Each entry has to be printed again exactly.

Start of Data for this task

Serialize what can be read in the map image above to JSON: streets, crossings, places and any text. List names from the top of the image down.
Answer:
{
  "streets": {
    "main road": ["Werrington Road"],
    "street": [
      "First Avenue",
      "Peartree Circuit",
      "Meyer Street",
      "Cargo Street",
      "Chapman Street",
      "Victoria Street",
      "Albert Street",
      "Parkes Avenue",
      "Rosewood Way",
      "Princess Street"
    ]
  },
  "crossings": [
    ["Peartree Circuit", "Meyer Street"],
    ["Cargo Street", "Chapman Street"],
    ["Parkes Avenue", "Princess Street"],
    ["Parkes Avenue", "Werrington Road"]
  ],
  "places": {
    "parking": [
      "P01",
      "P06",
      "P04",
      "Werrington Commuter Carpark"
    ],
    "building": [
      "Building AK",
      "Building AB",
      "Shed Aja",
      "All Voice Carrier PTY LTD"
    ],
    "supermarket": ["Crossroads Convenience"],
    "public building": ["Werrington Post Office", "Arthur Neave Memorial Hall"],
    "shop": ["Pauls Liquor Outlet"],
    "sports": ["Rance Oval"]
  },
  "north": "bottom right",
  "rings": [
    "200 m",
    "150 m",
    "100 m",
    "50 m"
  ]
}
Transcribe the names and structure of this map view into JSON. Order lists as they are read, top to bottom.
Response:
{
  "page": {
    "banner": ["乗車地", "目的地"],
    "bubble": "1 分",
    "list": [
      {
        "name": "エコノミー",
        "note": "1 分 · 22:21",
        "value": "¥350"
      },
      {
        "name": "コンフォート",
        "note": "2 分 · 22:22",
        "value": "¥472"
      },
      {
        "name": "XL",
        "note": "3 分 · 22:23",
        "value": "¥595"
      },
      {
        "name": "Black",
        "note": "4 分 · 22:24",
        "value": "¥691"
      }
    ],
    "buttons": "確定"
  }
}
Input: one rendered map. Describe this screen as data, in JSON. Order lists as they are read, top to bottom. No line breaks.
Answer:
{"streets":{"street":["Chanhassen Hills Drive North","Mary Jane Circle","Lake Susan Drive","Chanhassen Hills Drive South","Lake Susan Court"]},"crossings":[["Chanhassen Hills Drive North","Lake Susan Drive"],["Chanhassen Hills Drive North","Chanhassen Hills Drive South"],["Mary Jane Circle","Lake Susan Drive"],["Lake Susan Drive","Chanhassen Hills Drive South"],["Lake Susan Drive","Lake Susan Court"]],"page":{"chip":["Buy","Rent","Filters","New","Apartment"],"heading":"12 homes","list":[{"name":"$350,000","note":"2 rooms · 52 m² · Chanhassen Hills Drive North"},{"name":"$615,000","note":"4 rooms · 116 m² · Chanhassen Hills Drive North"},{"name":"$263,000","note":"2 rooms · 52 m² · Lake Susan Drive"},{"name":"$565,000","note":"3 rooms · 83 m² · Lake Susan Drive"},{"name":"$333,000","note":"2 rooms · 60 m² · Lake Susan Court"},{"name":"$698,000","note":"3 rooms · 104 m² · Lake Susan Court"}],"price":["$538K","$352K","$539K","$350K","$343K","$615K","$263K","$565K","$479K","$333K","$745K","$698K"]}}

End of Data for this task

Output below:
Serialize what can be read in the map image above to JSON: streets, crossings, places and any text. List names from the top of the image down.
Answer:
{
  "streets": {
    "main road": ["Werrington Road"],
    "street": [
      "First Avenue",
      "Peartree Circuit",
      "Meyer Street",
      "Cargo Street",
      "Chapman Street",
      "Victoria Street",
      "Albert Street",
      "Parkes Avenue",
      "Rosewood Way",
      "Princess Street"
    ]
  },
  "crossings": [
    ["Peartree Circuit", "Meyer Street"],
    ["Cargo Street", "Chapman Street"],
    ["Parkes Avenue", "Princess Street"],
    ["Parkes Avenue", "Werrington Road"]
  ],
  "places": {
    "parking": [
      "P01",
      "P06",
      "P04",
      "Werrington Commuter Carpark"
    ],
    "building": [
      "Building AK",
      "Building AB",
      "Shed Aja",
      "All Voice Carrier PTY LTD"
    ],
    "supermarket": ["Crossroads Convenience"],
    "public building": ["Werrington Post Office", "Arthur Neave Memorial Hall"],
    "shop": ["Pauls Liquor Outlet"],
    "sports": ["Rance Oval"]
  },
  "north": "bottom right",
  "rings": [
    "200 m",
    "150 m",
    "100 m",
    "50 m"
  ]
}
Transcribe the names and structure of this map view into JSON. Order lists as they are read, top to bottom.
Response:
{
  "page": {
    "banner": ["乗車地", "目的地"],
    "bubble": "1 分",
    "list": [
      {
        "name": "エコノミー",
        "note": "1 分 · 22:21",
        "value": "¥350"
      },
      {
        "name": "コンフォート",
        "note": "2 分 · 22:22",
        "value": "¥472"
      },
      {
        "name": "XL",
        "note": "3 分 · 22:23",
        "value": "¥595"
      },
      {
        "name": "Black",
        "note": "4 分 · 22:24",
        "value": "¥691"
      }
    ],
    "buttons": "確定"
  }
}
Input: one rendered map. Describe this screen as data, in JSON. Order lists as they are read, top to bottom. No line breaks.
Answer:
{"streets":{"street":["Chanhassen Hills Drive North","Mary Jane Circle","Lake Susan Drive","Chanhassen Hills Drive South","Lake Susan Court"]},"crossings":[["Chanhassen Hills Drive North","Lake Susan Drive"],["Chanhassen Hills Drive North","Chanhassen Hills Drive South"],["Mary Jane Circle","Lake Susan Drive"],["Lake Susan Drive","Chanhassen Hills Drive South"],["Lake Susan Drive","Lake Susan Court"]],"page":{"chip":["Buy","Rent","Filters","New","Apartment"],"heading":"12 homes","list":[{"name":"$350,000","note":"2 rooms · 52 m² · Chanhassen Hills Drive North"},{"name":"$615,000","note":"4 rooms · 116 m² · Chanhassen Hills Drive North"},{"name":"$263,000","note":"2 rooms · 52 m² · Lake Susan Drive"},{"name":"$565,000","note":"3 rooms · 83 m² · Lake Susan Drive"},{"name":"$333,000","note":"2 rooms · 60 m² · Lake Susan Court"},{"name":"$698,000","note":"3 rooms · 104 m² · Lake Susan Court"}],"price":["$538K","$352K","$539K","$350K","$343K","$615K","$263K","$565K","$479K","$333K","$745K","$698K"]}}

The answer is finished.